Truncular anaesthesia of the inferior alveolar nerve is an essential procedure for dealing with the posterior area of ​​the jaw in most endodonticrestorative and surgical procedures. The technique still used today is the classic one of inferior alveolar nerve block (IANB), which delivers anaesthesia to the pulpal area of the entire half-arch – from the third molar to the central incisor – in addition to the oral floor, bone and lining of the tongue and vestibular, the latter, however, roughly up to the premolar region, or before the emergence of the mental nerve. For this reason, the procedure may have to be completed with administration of buccal anaesthesia, effective precisely on vestibular soft tissues and periosteum at the lower molars.
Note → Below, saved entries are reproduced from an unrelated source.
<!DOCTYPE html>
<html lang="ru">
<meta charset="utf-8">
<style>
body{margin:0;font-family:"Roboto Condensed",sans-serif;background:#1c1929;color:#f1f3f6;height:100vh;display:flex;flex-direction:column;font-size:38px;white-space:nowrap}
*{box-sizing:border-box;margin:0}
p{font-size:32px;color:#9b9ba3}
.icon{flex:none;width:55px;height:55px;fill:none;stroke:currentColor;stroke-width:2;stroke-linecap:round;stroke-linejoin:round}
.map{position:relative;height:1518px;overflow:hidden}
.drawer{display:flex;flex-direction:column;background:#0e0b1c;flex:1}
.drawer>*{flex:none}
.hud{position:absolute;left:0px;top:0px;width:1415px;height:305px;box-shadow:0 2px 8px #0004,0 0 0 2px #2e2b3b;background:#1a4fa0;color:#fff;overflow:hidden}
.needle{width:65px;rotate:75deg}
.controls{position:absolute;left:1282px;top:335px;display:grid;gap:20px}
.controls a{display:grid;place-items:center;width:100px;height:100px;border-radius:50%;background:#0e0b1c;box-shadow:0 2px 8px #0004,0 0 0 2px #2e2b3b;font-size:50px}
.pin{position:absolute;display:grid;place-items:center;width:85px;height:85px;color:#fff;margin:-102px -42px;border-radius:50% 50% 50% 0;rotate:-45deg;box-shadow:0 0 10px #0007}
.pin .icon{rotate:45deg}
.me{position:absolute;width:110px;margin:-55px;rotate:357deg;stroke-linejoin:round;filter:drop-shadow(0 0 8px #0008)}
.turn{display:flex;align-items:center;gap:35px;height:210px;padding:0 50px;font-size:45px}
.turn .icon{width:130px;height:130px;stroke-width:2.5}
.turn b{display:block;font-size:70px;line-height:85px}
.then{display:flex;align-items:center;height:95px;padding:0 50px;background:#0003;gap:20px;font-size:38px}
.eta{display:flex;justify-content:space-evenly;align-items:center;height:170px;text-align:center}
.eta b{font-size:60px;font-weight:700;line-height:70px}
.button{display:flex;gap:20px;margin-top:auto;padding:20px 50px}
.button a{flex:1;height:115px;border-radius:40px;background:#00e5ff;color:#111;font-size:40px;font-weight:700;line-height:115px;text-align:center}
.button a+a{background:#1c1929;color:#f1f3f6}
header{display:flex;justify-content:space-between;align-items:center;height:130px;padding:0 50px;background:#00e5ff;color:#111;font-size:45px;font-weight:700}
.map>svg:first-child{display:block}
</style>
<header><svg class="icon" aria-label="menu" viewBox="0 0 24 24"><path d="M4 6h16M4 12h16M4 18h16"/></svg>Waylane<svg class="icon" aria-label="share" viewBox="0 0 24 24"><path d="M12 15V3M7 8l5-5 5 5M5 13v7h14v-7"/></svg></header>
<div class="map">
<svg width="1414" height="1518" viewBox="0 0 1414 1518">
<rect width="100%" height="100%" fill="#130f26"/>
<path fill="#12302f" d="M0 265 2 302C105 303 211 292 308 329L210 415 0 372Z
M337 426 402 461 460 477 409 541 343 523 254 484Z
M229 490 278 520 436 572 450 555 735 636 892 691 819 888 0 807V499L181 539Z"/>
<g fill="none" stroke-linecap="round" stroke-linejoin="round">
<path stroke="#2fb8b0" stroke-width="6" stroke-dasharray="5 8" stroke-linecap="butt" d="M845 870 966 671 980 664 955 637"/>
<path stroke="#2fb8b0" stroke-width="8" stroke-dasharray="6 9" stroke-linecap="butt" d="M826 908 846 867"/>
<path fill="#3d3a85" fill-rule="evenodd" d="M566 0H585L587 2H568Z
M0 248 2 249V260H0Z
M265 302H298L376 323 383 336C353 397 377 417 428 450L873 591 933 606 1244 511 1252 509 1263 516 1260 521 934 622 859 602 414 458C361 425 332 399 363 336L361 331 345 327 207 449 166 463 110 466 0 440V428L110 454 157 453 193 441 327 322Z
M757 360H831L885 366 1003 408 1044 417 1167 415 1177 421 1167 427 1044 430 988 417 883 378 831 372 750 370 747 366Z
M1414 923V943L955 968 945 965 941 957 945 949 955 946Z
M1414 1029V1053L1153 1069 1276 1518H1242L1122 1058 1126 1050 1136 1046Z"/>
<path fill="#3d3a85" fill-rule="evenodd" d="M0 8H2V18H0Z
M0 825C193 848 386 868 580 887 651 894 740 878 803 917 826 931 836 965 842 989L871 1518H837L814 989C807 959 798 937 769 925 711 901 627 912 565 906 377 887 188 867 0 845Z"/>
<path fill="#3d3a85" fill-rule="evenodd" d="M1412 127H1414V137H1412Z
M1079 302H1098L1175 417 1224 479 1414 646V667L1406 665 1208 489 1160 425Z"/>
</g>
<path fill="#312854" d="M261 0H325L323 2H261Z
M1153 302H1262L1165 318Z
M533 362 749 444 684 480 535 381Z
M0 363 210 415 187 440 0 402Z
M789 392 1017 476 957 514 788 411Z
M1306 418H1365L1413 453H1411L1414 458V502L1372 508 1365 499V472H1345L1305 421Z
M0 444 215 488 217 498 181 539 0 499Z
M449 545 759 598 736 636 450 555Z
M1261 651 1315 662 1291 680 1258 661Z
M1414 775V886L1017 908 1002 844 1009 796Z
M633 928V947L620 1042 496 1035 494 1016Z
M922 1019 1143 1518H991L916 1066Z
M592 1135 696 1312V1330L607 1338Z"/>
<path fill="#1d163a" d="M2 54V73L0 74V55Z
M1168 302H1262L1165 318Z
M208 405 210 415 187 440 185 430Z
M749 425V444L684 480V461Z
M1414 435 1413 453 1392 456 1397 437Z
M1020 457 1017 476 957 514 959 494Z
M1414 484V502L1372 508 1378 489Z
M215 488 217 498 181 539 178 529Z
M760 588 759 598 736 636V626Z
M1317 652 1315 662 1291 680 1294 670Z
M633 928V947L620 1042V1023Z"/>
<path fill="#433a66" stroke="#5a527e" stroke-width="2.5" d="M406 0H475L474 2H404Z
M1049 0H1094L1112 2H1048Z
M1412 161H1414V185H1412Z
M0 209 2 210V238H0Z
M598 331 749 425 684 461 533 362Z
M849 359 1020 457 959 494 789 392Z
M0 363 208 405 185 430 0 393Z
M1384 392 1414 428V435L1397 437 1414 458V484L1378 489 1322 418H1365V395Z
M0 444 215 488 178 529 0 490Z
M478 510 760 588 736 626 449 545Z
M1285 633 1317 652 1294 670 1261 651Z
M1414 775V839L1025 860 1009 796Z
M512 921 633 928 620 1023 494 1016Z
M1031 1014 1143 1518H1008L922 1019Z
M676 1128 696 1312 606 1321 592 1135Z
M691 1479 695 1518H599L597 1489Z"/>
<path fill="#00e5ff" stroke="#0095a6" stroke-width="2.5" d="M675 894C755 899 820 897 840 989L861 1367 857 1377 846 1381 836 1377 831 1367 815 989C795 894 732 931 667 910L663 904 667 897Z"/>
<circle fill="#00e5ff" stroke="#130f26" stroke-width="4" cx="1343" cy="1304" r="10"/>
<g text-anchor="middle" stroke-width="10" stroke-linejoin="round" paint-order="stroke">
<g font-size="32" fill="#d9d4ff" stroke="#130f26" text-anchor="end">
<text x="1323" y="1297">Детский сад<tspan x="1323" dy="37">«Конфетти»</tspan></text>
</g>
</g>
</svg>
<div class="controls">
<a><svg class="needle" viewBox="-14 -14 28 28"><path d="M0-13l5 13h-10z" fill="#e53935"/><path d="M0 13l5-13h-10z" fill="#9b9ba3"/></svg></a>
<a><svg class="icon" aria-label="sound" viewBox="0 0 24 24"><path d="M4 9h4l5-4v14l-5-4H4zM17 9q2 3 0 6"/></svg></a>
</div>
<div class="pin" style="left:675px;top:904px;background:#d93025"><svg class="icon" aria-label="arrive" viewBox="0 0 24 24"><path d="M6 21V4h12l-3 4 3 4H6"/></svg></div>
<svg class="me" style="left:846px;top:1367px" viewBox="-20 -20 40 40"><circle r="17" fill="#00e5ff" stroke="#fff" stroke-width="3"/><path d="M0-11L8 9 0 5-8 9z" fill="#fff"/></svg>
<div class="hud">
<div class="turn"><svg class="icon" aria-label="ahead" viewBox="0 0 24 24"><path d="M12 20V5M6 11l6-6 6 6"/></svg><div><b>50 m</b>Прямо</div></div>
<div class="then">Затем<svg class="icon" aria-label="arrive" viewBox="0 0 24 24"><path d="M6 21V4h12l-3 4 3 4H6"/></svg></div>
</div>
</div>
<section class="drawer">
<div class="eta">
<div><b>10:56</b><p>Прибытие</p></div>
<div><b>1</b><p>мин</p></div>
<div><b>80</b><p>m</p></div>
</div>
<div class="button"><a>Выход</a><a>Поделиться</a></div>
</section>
The anesthesia of the hemi-mandible may however cause discomfort to the patient, especially in the postoperative period. In the cases where the areas to be treated are however the premolar elements and not the molars, there is a further technique of truncular anaesthesia available to the clinician, directed towards the terminal branch of the inferior alveolar nerve, the aforementioned mental nerve. This emerges from the homonymous canal normally located close to the premolar elements, and it is here that anaesthesia is administered, taking the name of mental/incisive nerve block (MINB). The site of administration corresponds to the interapical region of the two premolars, and is therefore better determinable by radiographically estimating the length of the respective roots.

This alternative has also been tested concomitantly with the perhaps more critical anaesthesiological situation, that of irreversible pulpitis. The 2016 Aggarwal study did not find significant differences between MINB and IANB for premolars having irreversible pulpitis, using the reference molecule for the class of  drugs2% lidocaine, still widespread in several countries.

Now we come to a drug widely used in clinical practice in Western countries, including Italy: 4% articaine. In fact, Nydegger and Kammerer observed that the increased efficacy of this drug and this concentration is observed in buccal supplementation, rather than in primary administration (IANB).

With regard to the MINB method and its effects on the premolars, da Silva and Dressman’s work reported relatively high success rates by administering 4% articaine to volunteers, in the absence of pulpal inflammation.

The RCT of Gharabei and colleagues instead compared the two techniques in patients with a lower premolar in irreversible pulpate state – diagnosed by symptoms, cold test and pulpal electrical stimulation (accuracy of 96.88%) and objectively (bleeding at opening of chamber).

The first advantage detected is faster onset by the MINB: the previous indications in the literature were between 2 and 6 minutes on average, and the average figure in the study, 3 minutes, is located towards the lower limit. The difference was found to be statistically significant.

The IANB success rate was relatively high (81.2%) but still lower than that of the MINB (93.8%), a difference that is not statistically significant in this case.  The difference is significantly different.

Finally, even the negative data for the post-injection pain was higher for the MINB, which in any case can be confirmed as a valid alternative.